Which lines run from the start of the data below to the line containing "0 #fff) drop-shadow(-1px"? Set them down exactly, with none added.

● ● ●

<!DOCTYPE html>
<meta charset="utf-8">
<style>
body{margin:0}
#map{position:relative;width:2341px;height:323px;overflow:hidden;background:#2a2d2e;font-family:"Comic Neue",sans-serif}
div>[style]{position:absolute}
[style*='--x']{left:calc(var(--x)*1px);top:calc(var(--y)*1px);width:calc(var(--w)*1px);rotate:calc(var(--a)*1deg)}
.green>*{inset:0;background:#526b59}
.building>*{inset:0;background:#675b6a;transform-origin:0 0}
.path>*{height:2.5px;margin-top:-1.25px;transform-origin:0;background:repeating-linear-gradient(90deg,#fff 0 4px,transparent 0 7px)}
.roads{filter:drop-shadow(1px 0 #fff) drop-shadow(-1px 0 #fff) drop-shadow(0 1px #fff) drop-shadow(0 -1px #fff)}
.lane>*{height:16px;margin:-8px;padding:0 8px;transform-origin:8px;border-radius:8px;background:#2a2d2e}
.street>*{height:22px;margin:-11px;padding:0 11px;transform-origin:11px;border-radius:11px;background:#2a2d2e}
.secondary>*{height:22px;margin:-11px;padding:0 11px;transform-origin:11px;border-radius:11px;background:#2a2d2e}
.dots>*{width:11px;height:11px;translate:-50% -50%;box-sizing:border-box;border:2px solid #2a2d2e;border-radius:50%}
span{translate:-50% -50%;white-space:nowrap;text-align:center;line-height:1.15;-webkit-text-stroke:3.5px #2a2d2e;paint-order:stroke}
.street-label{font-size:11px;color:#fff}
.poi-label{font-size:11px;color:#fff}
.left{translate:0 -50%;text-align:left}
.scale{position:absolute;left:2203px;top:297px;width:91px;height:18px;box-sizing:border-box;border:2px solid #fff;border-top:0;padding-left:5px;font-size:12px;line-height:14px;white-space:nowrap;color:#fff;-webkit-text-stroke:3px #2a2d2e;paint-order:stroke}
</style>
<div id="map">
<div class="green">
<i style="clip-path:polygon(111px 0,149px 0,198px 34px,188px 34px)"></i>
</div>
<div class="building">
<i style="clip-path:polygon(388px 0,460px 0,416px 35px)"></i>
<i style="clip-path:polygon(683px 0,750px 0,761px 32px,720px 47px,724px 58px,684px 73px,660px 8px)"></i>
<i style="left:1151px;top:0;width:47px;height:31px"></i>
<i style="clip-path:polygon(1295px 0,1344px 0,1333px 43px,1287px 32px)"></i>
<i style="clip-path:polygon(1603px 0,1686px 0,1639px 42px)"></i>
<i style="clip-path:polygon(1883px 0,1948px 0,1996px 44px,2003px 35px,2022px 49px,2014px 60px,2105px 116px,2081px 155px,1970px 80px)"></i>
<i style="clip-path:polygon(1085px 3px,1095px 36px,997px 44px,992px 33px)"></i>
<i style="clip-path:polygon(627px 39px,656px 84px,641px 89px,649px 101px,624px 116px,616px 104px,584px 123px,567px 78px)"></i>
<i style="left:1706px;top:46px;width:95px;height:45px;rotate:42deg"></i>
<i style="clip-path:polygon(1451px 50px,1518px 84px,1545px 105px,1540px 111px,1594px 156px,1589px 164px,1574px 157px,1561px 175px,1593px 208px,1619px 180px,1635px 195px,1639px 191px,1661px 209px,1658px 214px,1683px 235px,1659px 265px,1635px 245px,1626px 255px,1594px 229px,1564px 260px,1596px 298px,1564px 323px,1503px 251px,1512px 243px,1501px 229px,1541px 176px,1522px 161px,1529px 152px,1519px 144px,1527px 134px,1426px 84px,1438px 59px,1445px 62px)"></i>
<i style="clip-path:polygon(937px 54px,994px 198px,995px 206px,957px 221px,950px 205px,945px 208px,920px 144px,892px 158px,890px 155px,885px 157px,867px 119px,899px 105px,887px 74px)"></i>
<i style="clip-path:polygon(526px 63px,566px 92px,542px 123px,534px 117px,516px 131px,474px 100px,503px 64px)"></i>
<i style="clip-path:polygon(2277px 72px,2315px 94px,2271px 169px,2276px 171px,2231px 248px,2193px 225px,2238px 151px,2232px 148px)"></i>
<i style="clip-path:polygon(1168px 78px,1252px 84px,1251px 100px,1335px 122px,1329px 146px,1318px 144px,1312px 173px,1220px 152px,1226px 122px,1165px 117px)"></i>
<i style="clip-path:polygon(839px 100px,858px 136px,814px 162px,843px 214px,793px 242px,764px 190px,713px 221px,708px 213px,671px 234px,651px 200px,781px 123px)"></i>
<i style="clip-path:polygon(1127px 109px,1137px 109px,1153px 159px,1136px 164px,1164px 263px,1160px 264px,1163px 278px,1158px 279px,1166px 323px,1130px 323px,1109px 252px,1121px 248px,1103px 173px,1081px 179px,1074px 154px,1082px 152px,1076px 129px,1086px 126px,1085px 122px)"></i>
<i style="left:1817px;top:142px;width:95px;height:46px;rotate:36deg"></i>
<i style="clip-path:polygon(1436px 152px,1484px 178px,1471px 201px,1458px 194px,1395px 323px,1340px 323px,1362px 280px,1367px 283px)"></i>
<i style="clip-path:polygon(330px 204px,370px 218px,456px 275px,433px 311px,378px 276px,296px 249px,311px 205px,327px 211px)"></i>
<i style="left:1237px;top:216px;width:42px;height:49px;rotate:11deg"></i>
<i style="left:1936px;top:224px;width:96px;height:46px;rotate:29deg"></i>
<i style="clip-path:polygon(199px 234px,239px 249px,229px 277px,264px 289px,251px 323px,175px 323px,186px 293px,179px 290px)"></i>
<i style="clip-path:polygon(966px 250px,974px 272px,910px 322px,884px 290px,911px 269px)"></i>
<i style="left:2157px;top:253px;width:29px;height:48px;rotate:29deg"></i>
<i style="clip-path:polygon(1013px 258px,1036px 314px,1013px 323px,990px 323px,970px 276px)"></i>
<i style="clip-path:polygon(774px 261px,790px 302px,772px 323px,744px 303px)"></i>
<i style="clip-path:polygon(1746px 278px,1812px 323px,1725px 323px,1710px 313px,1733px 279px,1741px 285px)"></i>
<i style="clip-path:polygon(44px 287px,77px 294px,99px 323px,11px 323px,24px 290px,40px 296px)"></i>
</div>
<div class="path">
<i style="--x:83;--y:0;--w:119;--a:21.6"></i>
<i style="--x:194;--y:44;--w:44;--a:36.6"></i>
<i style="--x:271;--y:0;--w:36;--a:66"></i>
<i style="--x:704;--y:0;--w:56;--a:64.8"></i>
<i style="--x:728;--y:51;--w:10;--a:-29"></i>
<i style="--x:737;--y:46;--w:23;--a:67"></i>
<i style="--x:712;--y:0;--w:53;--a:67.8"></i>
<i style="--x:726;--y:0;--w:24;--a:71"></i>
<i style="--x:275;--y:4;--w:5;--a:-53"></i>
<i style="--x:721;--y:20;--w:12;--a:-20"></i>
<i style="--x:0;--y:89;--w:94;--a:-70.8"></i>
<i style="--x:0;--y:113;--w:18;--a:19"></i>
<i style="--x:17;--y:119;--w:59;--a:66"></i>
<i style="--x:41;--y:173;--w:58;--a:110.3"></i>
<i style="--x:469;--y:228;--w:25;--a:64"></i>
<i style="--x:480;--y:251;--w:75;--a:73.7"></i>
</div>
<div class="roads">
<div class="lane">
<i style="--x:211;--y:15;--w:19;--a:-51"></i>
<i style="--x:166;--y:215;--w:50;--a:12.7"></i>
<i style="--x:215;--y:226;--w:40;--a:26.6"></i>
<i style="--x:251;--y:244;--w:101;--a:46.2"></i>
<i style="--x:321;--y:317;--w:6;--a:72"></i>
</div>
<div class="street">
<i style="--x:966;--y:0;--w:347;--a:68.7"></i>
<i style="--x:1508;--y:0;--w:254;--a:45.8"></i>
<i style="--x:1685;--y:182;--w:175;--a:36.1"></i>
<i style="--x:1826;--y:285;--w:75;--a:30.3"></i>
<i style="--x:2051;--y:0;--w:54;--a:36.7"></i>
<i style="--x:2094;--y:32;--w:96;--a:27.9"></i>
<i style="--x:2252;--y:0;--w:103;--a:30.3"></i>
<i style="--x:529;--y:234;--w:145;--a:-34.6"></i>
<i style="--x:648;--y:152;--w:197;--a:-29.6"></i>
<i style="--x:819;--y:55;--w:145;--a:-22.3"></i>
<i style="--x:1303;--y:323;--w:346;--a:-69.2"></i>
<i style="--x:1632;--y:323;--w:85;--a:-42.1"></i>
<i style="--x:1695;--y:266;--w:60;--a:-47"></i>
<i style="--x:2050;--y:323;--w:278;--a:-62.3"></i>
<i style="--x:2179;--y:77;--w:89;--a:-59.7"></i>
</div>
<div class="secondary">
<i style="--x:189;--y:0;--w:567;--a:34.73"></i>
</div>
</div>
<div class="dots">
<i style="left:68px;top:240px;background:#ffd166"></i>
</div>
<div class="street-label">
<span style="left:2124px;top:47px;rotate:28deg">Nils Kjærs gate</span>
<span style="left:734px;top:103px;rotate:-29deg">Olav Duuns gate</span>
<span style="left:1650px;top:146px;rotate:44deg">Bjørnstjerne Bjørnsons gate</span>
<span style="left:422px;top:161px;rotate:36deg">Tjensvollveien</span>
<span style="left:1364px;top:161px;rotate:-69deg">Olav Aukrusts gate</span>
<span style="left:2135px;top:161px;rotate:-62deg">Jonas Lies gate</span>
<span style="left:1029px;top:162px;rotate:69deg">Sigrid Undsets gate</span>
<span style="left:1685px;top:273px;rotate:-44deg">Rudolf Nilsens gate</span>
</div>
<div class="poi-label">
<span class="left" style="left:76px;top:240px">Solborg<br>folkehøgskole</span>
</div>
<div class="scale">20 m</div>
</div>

● ● ●

-- RESPONSE TO THE EXERCISE --
<!DOCTYPE html>
<meta charset="utf-8">
<style>
body{margin:0}
#map{position:relative;width:2341px;height:323px;overflow:hidden;background:#2a2d2e;font-family:"Comic Neue",sans-serif}
div>[style]{position:absolute}
[style*='--x']{left:calc(var(--x)*1px);top:calc(var(--y)*1px);width:calc(var(--w)*1px);rotate:calc(var(--a)*1deg)}
.green>*{inset:0;background:#526b59}
.building>*{inset:0;background:#675b6a;transform-origin:0 0}
.path>*{height:2.5px;margin-top:-1.25px;transform-origin:0;background:repeating-linear-gradient(90deg,#fff 0 4px,transparent 0 7px)}
.roads{filter:drop-shadow(1px 0 #fff) drop-shadow(-1px 0 #fff) drop-shadow(0 1px #fff) drop-shadow(0 -1px #fff)}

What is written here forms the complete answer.